08 July 2011

Anti-Immigrant Politics in Europe

More and more European leaders are jumping on the anti-immigrant bandwagon of the far right. First Merkel, then Cameron and Sarkozy have attacked multiculturalism as a failure. They stated that it had led to segregation and 'parallel communities'.

However, what action had their governments really taken to promote an inclusive multiculturalism? Promoting nationalistic monoculturalism and exclusion of 'others' seemed to be a simpler and more cost-effective vote-winner.

What happened to liberal democratic Europe? Every country now has its very own fascist party, sometimes several. There's the British National Party and English Defence League in good old Britain, not to mention UKIP. 

Moving over the Channel to France, you have Marine Le Pen of the French National Front who has a decent chance of becoming the next president in 2012.

The Islamophobic Geert Wilders leads the third biggest party in the Netherlands, the Party for Freedom.

Germany has its NPD, whilst even social democratic politicians are joining the patriotic act: see Thilo Sarrazin's bestseller, 'Germany Abolishes Itself'.

A few months ago the True Finns won 19.1 per cent of the vote in the general elections, bringing right wing politics to the scene. Then there's the Progress Party in Norway, Sweden Democrats who have 20 seats in the Swedish parliament and the Danish People's Party (see last post).

It is simply a bewildering array of populist trash that makes one think again before laughing about Sarah Palin and her nutty Tea Party in the US.

I've missed plenty of far right parties out, so watch this space for more naming and shaming to come.

05 July 2011

Re-Imagining Denmark

The historian Benedict Anderson called the nation-state an 'imagined community'. In other words, the nation is an artificial man-made construction. Who belongs and who does not is simply all in the mind. Currently, a few small-minds in Denmark are trying to reconstruct what it means to be Danish.
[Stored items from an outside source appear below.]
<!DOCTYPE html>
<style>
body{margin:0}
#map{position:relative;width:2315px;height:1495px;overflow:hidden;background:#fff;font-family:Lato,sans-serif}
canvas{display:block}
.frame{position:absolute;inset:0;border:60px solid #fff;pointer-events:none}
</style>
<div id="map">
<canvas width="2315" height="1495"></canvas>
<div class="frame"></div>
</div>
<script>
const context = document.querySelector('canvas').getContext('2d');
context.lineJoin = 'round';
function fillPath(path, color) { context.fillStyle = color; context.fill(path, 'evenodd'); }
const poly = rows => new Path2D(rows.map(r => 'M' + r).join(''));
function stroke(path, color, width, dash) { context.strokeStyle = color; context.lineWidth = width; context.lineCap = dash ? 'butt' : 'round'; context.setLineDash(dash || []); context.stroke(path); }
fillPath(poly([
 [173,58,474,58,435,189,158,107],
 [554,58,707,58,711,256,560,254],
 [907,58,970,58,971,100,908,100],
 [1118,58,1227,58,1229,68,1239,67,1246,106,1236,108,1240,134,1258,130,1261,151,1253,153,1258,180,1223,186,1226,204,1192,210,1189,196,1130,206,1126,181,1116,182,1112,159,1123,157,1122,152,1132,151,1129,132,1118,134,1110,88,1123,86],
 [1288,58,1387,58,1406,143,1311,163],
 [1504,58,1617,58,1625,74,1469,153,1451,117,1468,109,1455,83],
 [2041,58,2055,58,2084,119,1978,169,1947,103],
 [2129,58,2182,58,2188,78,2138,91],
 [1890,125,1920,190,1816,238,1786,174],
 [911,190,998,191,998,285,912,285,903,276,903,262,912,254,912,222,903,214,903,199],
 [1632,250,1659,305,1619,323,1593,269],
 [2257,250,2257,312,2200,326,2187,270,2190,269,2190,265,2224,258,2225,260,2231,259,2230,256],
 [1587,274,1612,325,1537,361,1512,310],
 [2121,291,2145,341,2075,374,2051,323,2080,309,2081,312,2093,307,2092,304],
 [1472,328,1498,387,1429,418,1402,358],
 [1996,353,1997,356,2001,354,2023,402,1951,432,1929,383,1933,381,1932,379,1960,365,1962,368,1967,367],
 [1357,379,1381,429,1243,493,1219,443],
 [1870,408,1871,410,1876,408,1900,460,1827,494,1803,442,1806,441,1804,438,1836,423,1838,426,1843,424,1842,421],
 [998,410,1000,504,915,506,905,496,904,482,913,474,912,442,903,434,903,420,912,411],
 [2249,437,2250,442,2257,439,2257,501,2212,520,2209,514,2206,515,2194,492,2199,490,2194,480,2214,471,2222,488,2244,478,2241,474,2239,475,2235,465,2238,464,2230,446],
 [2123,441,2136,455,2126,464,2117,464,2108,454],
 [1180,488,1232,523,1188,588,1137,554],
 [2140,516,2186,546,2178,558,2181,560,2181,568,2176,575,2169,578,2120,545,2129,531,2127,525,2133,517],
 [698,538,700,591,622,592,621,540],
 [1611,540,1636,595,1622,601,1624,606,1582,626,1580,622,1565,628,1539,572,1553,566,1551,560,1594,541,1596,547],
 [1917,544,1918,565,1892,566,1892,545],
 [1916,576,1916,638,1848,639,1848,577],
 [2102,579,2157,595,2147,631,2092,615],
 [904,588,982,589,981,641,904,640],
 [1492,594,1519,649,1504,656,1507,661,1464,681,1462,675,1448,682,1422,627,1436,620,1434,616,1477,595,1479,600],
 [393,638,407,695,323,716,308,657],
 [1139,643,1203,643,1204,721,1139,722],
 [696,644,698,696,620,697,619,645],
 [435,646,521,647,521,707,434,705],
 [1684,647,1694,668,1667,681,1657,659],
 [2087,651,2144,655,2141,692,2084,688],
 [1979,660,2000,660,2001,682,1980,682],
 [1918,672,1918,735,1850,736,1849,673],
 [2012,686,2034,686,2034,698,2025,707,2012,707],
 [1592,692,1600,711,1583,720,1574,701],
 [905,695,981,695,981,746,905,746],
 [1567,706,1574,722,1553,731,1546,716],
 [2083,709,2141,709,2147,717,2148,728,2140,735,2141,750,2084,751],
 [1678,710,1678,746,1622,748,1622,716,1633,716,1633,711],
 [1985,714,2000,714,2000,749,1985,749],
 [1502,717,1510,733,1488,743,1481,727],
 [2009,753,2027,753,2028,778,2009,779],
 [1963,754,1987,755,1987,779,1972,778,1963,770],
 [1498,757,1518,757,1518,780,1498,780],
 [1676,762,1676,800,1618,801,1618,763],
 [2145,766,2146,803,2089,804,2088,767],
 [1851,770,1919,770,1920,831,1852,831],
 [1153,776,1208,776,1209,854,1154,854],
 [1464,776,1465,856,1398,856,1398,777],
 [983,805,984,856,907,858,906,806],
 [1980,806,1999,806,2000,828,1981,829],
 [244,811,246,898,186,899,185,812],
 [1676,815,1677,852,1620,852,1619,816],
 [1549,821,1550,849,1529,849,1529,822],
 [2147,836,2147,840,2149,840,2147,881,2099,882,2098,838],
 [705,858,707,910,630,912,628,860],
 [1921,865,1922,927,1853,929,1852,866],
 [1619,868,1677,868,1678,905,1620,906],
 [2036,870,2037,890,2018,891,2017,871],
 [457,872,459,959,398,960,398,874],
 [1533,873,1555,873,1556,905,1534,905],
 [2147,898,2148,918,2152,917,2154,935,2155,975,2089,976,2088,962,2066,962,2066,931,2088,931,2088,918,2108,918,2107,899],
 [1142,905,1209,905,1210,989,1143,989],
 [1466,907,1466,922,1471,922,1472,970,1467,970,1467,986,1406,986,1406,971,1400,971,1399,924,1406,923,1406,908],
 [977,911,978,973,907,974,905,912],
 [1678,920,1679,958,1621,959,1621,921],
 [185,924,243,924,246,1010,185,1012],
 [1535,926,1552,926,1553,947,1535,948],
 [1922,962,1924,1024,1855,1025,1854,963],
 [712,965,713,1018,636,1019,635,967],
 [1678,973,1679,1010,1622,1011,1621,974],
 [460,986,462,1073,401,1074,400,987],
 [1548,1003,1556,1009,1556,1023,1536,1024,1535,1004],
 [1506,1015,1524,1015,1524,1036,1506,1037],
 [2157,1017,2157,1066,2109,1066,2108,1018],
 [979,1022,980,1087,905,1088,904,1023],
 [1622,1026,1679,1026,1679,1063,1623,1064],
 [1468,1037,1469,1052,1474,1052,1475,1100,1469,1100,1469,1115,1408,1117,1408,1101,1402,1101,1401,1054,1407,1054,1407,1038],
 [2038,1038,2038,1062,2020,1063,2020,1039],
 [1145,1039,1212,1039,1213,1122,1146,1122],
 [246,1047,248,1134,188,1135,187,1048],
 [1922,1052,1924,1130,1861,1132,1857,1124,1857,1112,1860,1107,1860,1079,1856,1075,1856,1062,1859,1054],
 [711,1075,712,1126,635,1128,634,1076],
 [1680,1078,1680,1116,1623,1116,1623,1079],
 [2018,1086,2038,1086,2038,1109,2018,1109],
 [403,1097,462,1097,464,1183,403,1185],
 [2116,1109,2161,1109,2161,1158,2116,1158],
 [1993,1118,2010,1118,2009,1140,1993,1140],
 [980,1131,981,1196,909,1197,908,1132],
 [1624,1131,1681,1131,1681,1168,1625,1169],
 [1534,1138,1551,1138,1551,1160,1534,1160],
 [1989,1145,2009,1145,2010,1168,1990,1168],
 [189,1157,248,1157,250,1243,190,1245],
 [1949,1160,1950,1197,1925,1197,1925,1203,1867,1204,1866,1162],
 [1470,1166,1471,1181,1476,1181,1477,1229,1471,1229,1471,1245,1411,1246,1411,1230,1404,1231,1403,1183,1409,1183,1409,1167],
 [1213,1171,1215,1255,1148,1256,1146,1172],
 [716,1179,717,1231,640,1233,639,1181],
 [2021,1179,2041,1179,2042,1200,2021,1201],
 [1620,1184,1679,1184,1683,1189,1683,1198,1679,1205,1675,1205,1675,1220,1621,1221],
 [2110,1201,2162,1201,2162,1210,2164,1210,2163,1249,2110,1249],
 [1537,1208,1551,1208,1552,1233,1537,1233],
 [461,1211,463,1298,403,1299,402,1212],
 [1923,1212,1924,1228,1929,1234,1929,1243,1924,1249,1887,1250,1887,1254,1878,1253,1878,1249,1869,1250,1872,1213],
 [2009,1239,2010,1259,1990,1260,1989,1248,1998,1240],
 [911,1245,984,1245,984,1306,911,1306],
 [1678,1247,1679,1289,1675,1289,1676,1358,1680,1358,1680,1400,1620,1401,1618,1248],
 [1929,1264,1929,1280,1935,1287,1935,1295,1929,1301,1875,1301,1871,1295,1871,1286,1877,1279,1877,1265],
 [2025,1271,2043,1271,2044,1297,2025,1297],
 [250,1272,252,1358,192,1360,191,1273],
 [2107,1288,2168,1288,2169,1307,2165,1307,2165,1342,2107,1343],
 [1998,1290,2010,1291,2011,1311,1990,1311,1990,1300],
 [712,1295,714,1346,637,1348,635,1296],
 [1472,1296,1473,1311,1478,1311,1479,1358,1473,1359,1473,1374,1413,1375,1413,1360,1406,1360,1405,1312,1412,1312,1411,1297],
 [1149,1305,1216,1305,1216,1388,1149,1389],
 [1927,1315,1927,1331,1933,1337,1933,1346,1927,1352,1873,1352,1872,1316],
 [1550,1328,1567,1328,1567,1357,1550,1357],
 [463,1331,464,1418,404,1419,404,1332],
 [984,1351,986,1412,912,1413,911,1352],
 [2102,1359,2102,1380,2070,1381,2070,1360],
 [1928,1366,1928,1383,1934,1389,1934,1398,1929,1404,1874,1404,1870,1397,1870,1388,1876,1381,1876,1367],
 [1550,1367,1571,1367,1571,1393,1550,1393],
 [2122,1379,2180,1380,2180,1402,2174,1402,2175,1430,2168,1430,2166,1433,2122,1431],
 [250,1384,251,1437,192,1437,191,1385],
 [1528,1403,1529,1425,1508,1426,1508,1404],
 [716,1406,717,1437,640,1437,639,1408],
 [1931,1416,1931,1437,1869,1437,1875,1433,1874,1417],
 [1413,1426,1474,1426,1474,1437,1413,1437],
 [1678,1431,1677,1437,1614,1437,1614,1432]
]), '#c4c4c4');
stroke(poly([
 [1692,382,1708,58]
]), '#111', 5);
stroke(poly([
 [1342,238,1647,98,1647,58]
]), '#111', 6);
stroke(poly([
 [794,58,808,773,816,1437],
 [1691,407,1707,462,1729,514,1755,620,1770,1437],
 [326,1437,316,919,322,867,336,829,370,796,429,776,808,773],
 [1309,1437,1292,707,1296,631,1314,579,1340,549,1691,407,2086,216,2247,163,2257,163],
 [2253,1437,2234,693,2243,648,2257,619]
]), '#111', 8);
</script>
Today, Denmark deployed 50 additional customs agents to its borders with Germany and Sweden. Not content with just restricting immigration from outside of the EU, the Danish government now feels that it is time to impose border checks on European travellers too.

Pia Kjærsgaard and her Danish People's Party (Dansk Folkeparti, DF) must be celebrating tonight. They have scored another symbolic highly-publicized blow against a Europe without borders. At the same time, they are constricting the development of a free and open society in Denmark.

The Schengen Area of 25 nation states is based on mutual trust, cooperation and extremely tight external border control. Denmark sits geographically in the very middle of this exclusive zone and yet it is the first country to contravene the spirit and purpose of the agreement.

If Kjærsgaard and her cronies are only able to imagine a return to the parochial and backward Denmark of the past, then let us hope that their myopic view does not take hold. For breaking down borders begins in the mind.